Columna publicada en Chile B, 10.10.13

 

 

La nueva Ley de Donante Universal, promulgada el primero de este mes, ha suscitado una interesante polémica. Parecen enfrentarse dos bienes muy relevantes: por un lado, la libertad de las personas de decidir sobre la disposición de sus órganos y, por otro, el deber de solidaridad respecto de otras vidas. Es indudable que ambas posturas poseen cierta razonabilidad, lo que hace difícil zanjar la cuestión.

Para quienes se oponen a esta ley, el hecho de que toda persona mayor de 18 años sea considerada como donante, salvo expresa manifestación de lo contrario mediante una declaración firmada ante notario, atenta contra la voluntariedad de la donación: en el fondo, la ley presume que todos queremos ser donantes salvo que digamos lo contrario ante notario.
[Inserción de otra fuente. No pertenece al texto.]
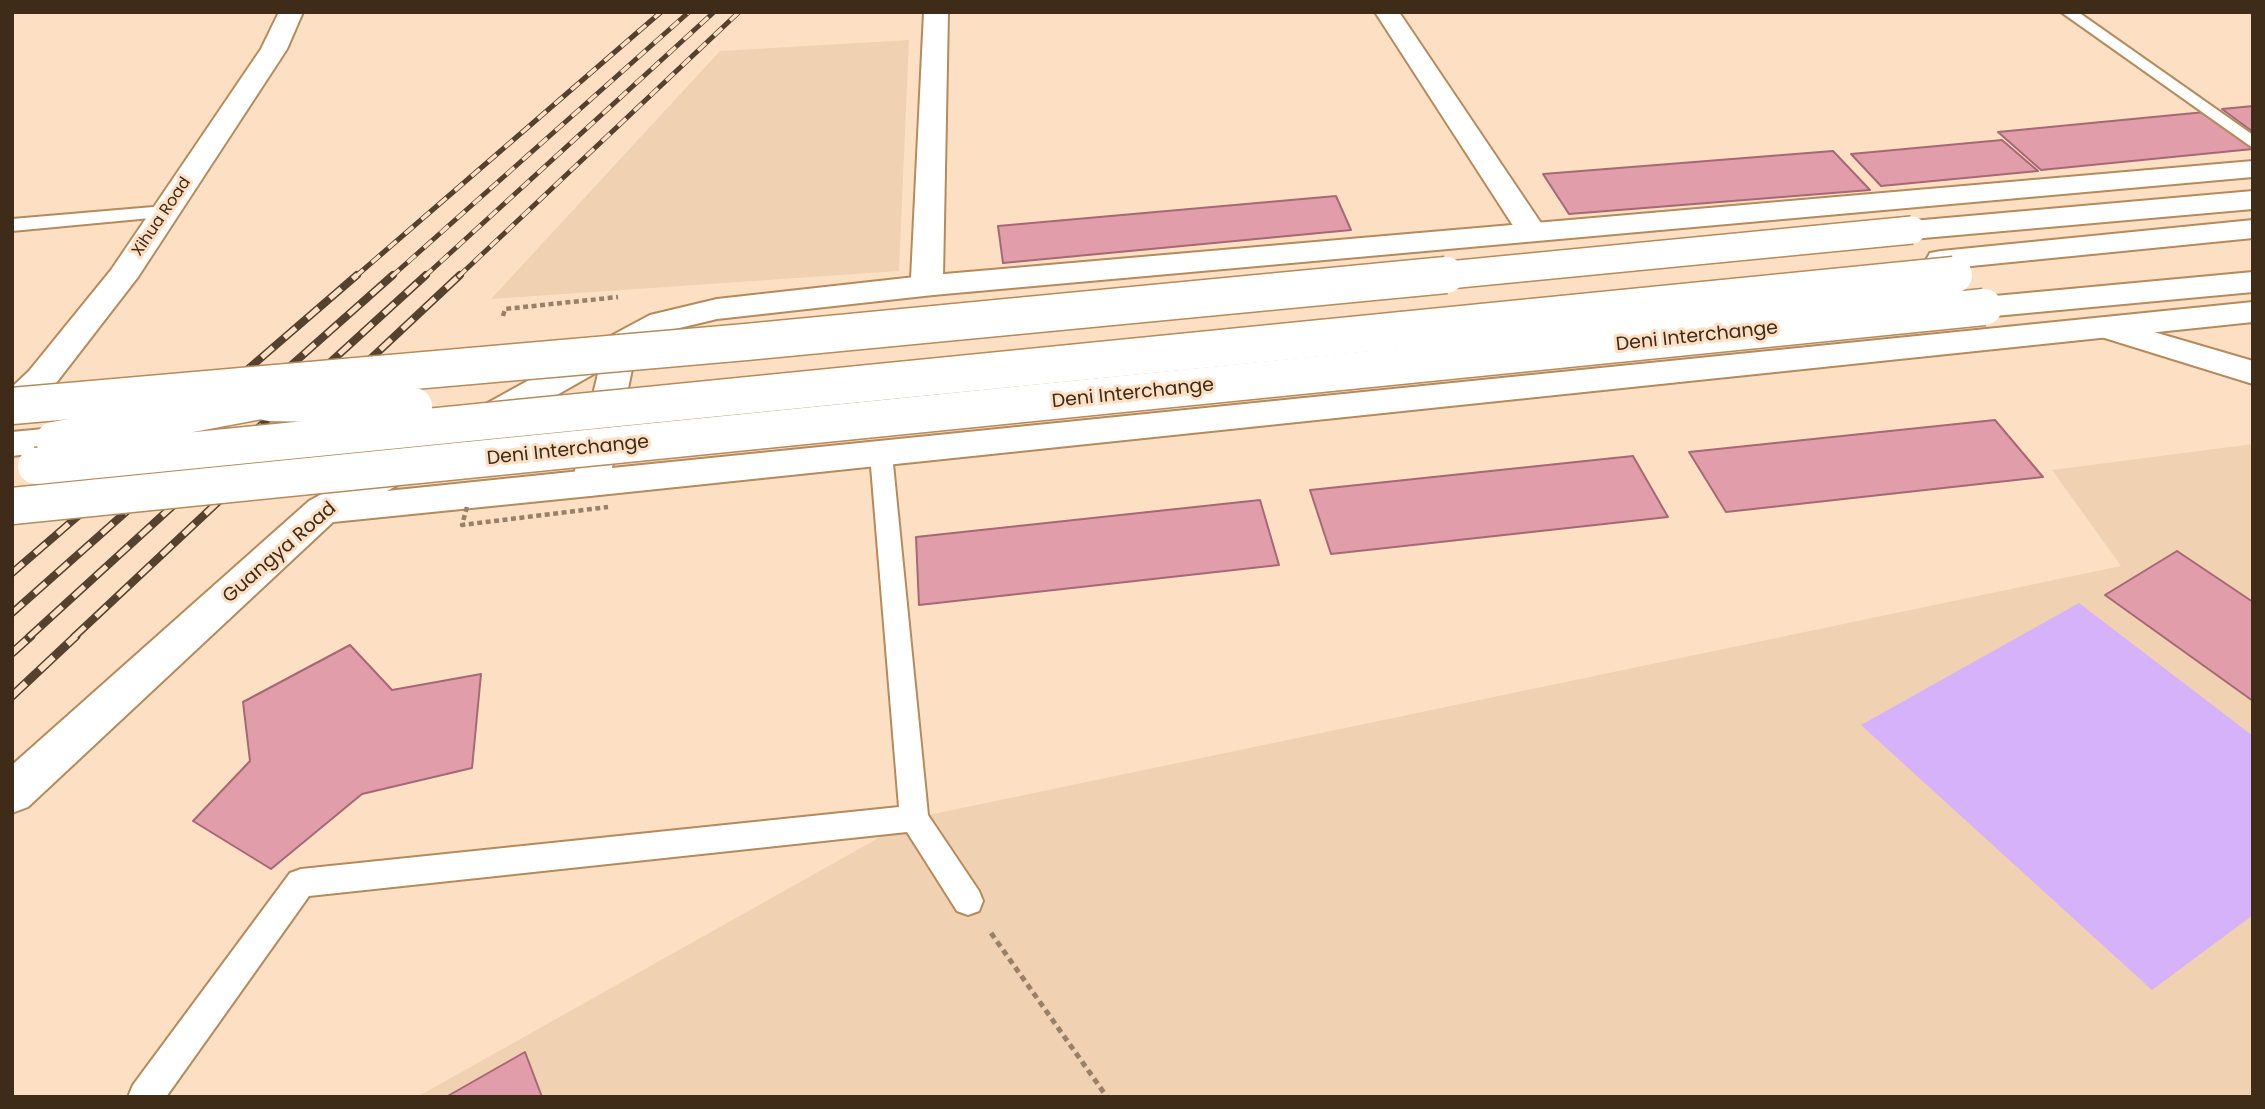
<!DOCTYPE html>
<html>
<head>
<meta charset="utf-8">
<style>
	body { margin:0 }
	#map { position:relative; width:2265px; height:1109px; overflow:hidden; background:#fde0c4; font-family:Poppins,sans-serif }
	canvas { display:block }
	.frame { position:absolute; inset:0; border:14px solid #3e2c19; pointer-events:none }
</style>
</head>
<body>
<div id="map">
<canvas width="2265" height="1109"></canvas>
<div class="frame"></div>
</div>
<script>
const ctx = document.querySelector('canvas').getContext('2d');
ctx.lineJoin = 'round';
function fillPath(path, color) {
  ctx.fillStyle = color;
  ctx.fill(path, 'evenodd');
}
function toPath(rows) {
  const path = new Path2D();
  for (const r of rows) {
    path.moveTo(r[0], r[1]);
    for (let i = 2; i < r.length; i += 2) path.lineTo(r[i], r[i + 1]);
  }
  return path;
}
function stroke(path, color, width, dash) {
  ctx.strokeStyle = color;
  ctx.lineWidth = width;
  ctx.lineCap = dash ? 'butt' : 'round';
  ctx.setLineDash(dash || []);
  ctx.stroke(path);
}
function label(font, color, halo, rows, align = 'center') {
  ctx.font = font + ' Poppins,sans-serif';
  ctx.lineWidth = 6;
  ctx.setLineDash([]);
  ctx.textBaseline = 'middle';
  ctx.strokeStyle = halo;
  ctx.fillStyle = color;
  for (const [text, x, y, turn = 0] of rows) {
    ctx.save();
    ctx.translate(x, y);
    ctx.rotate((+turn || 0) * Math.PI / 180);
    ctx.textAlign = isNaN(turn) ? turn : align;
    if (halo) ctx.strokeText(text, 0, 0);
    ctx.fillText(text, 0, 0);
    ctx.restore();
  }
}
fillPath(toPath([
	[909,40,899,271,491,299,720,51],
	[2253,444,2253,1097,417,1097,914,818,2121,566,2052,470]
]), '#f0d1b2');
fillPath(toPath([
	[2079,603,2253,736,2253,915,2152,990,1861,725]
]), '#d6b2fa');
const building = toPath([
	[2253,106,2253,132,2222,109,2253,106],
	[2205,112,2253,149,2041,170,1998,132,2205,112],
	[2002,140,2038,171,1881,186,1851,154,2002,140],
	[1833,151,1870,190,1569,214,1543,174,1833,151],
	[1336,196,1351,230,1003,263,998,226,1336,196],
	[1995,420,2043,477,1726,512,1689,452,1995,420],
	[1633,456,1668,517,1331,554,1310,490,1633,456],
	[1260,500,1279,565,919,605,916,537,1260,500],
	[2177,551,2253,602,2253,701,2105,595,2177,551],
	[350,645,392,690,481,674,472,768,362,794,271,869,193,821,250,761,243,702,350,645],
	[525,1052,542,1097,446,1097,525,1052]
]);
fillPath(building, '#e19eaa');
stroke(building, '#a66874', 2);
const lane = toPath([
	[2061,12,2078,12,2253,135,2253,148,2061,12],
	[165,206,174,212,172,216,12,231,12,219,165,206],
	[881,446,889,448,892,454,928,815,979,891,983,901,979,911,968,915,957,911,907,832,309,896,166,1097,128,1097,133,1085,290,873,301,869,899,807,870,454,873,448,881,446]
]);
const street = toPath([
	[924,12,948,12,943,277,949,285,944,292,933,295,922,292,911,279,924,12],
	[1375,12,1399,12,1547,232,1543,238,1532,241,1521,238,1375,12],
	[2106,318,2253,361,2253,384,2095,335,2090,328,2095,321,2106,318],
	[610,339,622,342,627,350,622,358,488,434,476,437,464,434,458,425,464,416,598,342,610,339],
	[408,450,421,454,426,463,421,472,387,491,590,470,603,474,608,483,603,492,590,496,333,522,28,807,12,813,12,765,309,501,395,454,408,450]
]);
const secondary = toPath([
	[279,12,303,12,287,49,138,277,53,387,24,415,12,419,12,387,29,371,111,270,261,49,279,12],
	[2253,161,2253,177,933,295,717,319,671,330,636,349,612,468,2253,302,2253,322,590,496,577,492,572,483,605,344,609,337,650,315,717,299,933,275,2253,161]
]);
const primary = toPath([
	[2253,220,2253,238,1941,269,1930,267,1926,260,1930,253,1941,251,2253,220],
	[54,428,67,431,72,440,67,449,12,456,12,432,54,428]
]);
const highway = toPath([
	[2253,191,2253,209,1912,239,1901,236,1897,230,1901,224,1912,221,2253,191],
	[2253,272,2253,292,1984,317,1973,314,1968,307,1973,300,1984,297,2253,272]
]);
stroke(lane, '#b58a5c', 4);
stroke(street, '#b58a5c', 4);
stroke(secondary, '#b58a5c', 4);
stroke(primary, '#b58a5c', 4);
stroke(highway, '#b58a5c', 4);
stroke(toPath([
	[503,316,505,309,618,297]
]), '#988169', 4.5, [5, 3.5]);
stroke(toPath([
	[991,933,1107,1097]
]), '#988169', 5, [6, 4.5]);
fillPath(lane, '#fff');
fillPath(street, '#fff');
fillPath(secondary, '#fff');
fillPath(primary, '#fff');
fillPath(highway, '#fff');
const railFar2 = toPath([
	[355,277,661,12],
	[391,277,689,12],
	[424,277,714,12],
	[458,277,739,12]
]);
const railFar1 = toPath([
	[12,573,357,275],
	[12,613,393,275],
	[29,637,426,275],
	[74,637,460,275]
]);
const rail = toPath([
	[12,653,31,636],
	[12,696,76,636]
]);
stroke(railFar2, '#55422e', 5);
stroke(railFar1, '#55422e', 8);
stroke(rail, '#55422e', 9);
stroke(railFar2, '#fde0c4', 3.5, [11]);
stroke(railFar1, '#fde0c4', 5, [15]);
stroke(rail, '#fde0c4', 6, [19]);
const primaryBridgeFar1 = toPath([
	[1939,277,1954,275]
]);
const primaryBridge = toPath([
	[269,403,414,406],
	[54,440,297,394],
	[36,466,1954,275]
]);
const highwayBridgeFar1 = toPath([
	[1428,277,1912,230]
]);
const highwayBridge = toPath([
	[12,406,746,342,1446,275],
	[12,506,1984,307]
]);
stroke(primaryBridgeFar1, '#b58a5c', 30, []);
stroke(primaryBridge, '#b58a5c', 39, []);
stroke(highwayBridgeFar1, '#b58a5c', 30, []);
stroke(highwayBridge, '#b58a5c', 39, []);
stroke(toPath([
	[467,507,462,525,608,507]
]), '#988169', 4.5, [5, 3.5]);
stroke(primaryBridgeFar1, '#fff', 27);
stroke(primaryBridge, '#fff', 36);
stroke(highwayBridgeFar1, '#fff', 27);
stroke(highwayBridge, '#fff', 36);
label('16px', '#3e2c19', '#fde0c4', [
	["Xihua Road",162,217,-56]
]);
label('19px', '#3e2c19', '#fde0c4', [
	["Deni Interchange",1697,337,-6],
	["Deni Interchange",1133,394,-6],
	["Deni Interchange",568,451,-6],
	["Guangya Road",280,553,-41]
]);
</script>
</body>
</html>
Al mismo tiempo, dado que el cuerpo humano es un bien jurídico indisponible –es decir, no puede ser objeto de transacción–cabe la duda sobre el criterio de justicia utilizado por el Estado para atribuirse la propiedad de los cuerpos de los ciudadanos después de la muerte.
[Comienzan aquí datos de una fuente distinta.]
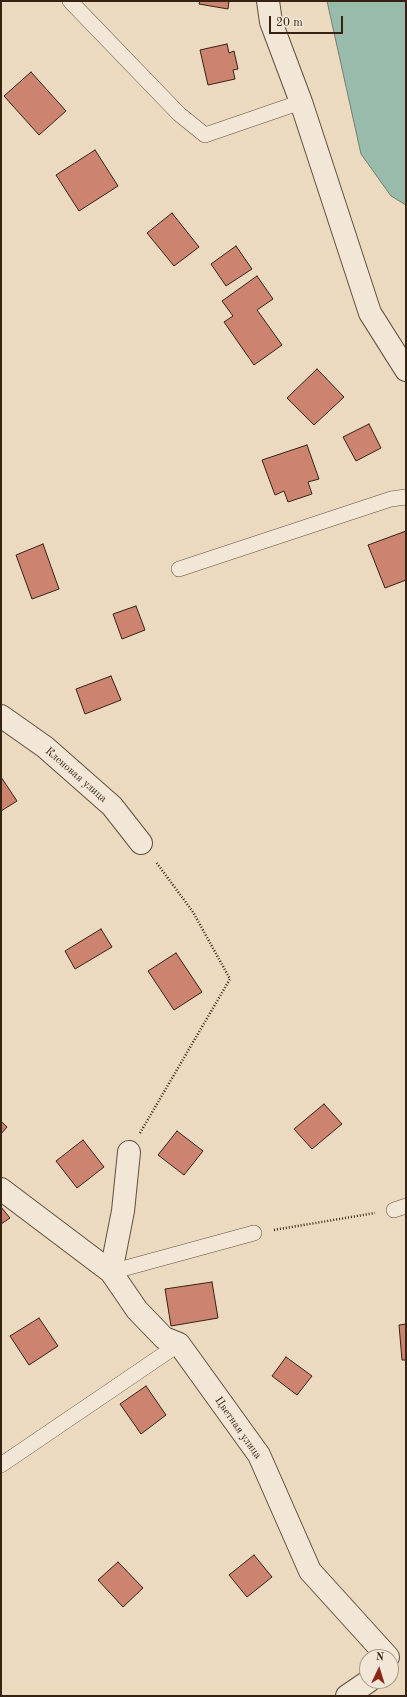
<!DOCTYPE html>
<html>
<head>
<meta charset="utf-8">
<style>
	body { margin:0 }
	#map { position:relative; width:407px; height:1697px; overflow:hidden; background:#ebdac0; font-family:"Old Standard TT",serif }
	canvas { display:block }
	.frame { position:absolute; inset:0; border:2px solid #352213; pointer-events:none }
	.north { position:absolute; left:359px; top:1649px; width:40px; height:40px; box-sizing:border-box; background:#f2e7d6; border:1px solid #a69888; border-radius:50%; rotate:4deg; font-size:11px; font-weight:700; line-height:16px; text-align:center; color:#352213 }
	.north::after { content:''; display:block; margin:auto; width:14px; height:18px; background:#8f2418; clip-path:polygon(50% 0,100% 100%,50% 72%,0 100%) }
	.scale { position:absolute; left:269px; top:16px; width:74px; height:18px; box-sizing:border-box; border:2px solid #352213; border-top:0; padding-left:5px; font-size:12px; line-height:14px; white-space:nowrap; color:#352213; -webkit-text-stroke:3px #f2e7d6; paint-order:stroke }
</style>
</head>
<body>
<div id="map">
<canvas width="407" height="1697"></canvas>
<div class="frame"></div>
<div class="north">N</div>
<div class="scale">20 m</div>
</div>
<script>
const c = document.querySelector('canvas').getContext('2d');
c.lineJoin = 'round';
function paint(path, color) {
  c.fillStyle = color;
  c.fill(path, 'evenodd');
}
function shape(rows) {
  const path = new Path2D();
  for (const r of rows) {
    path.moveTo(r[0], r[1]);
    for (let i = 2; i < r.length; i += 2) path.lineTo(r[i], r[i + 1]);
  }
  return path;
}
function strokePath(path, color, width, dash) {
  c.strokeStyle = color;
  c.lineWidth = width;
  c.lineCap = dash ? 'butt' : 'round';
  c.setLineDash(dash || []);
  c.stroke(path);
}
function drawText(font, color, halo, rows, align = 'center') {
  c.font = font + ' "Old Standard TT",serif';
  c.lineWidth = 3.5;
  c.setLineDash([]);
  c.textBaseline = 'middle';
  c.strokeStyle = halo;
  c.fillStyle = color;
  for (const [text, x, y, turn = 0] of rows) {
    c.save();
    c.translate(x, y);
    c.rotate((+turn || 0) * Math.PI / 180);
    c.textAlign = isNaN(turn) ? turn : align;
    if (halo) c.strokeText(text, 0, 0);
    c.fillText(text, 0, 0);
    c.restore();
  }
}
const water = shape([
	[327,1,406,1,406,205,391,196,361,154,327,1]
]);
const building = shape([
	[200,1,229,1,228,9,199,4,200,1],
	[227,44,229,53,234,51,238,69,233,70,235,79,208,85,200,50,227,44],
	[31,72,66,111,39,135,4,96,31,72],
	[95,150,118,186,79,211,56,175,95,150],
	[172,213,199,247,174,266,147,233,172,213],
	[236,246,252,269,226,286,211,264,236,246],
	[257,276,273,299,257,310,282,345,254,365,224,322,233,316,222,301,257,276],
	[317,369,344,397,314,425,287,398,317,369],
	[369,424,381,448,356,461,343,437,369,424],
	[307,445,319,479,308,482,312,494,288,502,284,491,275,495,262,460,307,445],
	[406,531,406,580,385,588,368,545,406,531],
	[43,544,59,589,32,599,16,555,43,544],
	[136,606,145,630,122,639,113,614,136,606],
	[111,676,121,700,85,714,76,689,111,676],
	[1,777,17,801,1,811,1,777],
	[101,929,112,947,75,969,65,951,101,929],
	[176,953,202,992,174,1010,148,971,176,953],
	[324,1104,342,1124,312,1149,294,1129,324,1104],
	[1,1121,7,1127,1,1134,1,1121],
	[177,1131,203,1151,184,1175,158,1155,177,1131],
	[83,1140,104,1167,77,1188,56,1161,83,1140],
	[1,1207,10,1218,1,1224,1,1207],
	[212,1282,218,1318,171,1326,165,1289,212,1282],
	[39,1318,58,1346,29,1365,10,1336,39,1318],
	[406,1324,406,1360,402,1360,399,1325,406,1324],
	[286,1357,312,1376,297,1395,272,1376,286,1357],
	[146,1386,166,1415,141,1434,120,1404,146,1386],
	[254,1555,272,1577,247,1597,229,1575,254,1555],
	[118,1562,143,1588,123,1607,98,1580,118,1562]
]);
const path = shape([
	[140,1133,230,979,193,912,156,862],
	[274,1230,375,1213]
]);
const service = shape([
	[70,1,179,114,205,135,301,102],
	[179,569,391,499,406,497],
	[394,1210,406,1206],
	[111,1272,254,1233],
	[1,1465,179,1344]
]);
const minor = shape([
	[268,1,271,22,301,102,370,313,406,370],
	[1,716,45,747,112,806,141,843],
	[129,1152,123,1211,111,1272,137,1310,164,1338,179,1344,259,1455,310,1571,388,1657],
	[1,1189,111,1272],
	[347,1696,369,1681]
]);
const streetNames = [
	["Кленовая улица",76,775,41],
	["Цветная улица",238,1428,55]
];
paint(water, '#99bbac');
strokePath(water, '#717e6f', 1);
paint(building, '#cc8470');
strokePath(building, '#352213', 1);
strokePath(service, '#62503e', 16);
strokePath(minor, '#62503e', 24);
strokePath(path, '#352213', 2.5, [1, 2]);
strokePath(service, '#f2e7d6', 15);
strokePath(minor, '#f2e7d6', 22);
drawText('11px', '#352213', '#f2e7d6', streetNames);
</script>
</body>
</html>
Sin embargo, aquellos que somos favorables a la nueva disposición legal, consideramos que se trata de una acción oportuna, de la cual depende la calidad de vida o la vida misma de otro ser humano. Además, no podemos olvidar que, en la mayor parte de los casos, la decisión de no ser donante es tomada sin la seriedad debida en una resolución de este tipo.En efecto, el hecho de que un porcentaje minoritario de personas se tomen la molestia de acudir a la notaría para manifestar su voluntad de no donar sus órganos, refleja, quizás, que la decisión no siempre es lo suficientemente profunda ni meditada. En ese sentido, la formalización de un trámite del que dependen asuntos vitales podría contribuir a una determinación más detenida, consciente e informada.

Esto no impide que efectivamente exista una falta de información respecto a los procedimientos implicados en la entrega de órganos, que es necesario subsanar. Lograr la confianza de la sociedad respecto a esta nueva normativa, exige además un esfuerzo por alcanzar un cambio cultural. En todo caso, tampoco podemos obviar que la ley tiene también esa función de motivar transformaciones sociales que pueden ser a largo plazo, pero que al mismo tiempo -por la gravedad materia que se trata- requieren de cierta urgencia.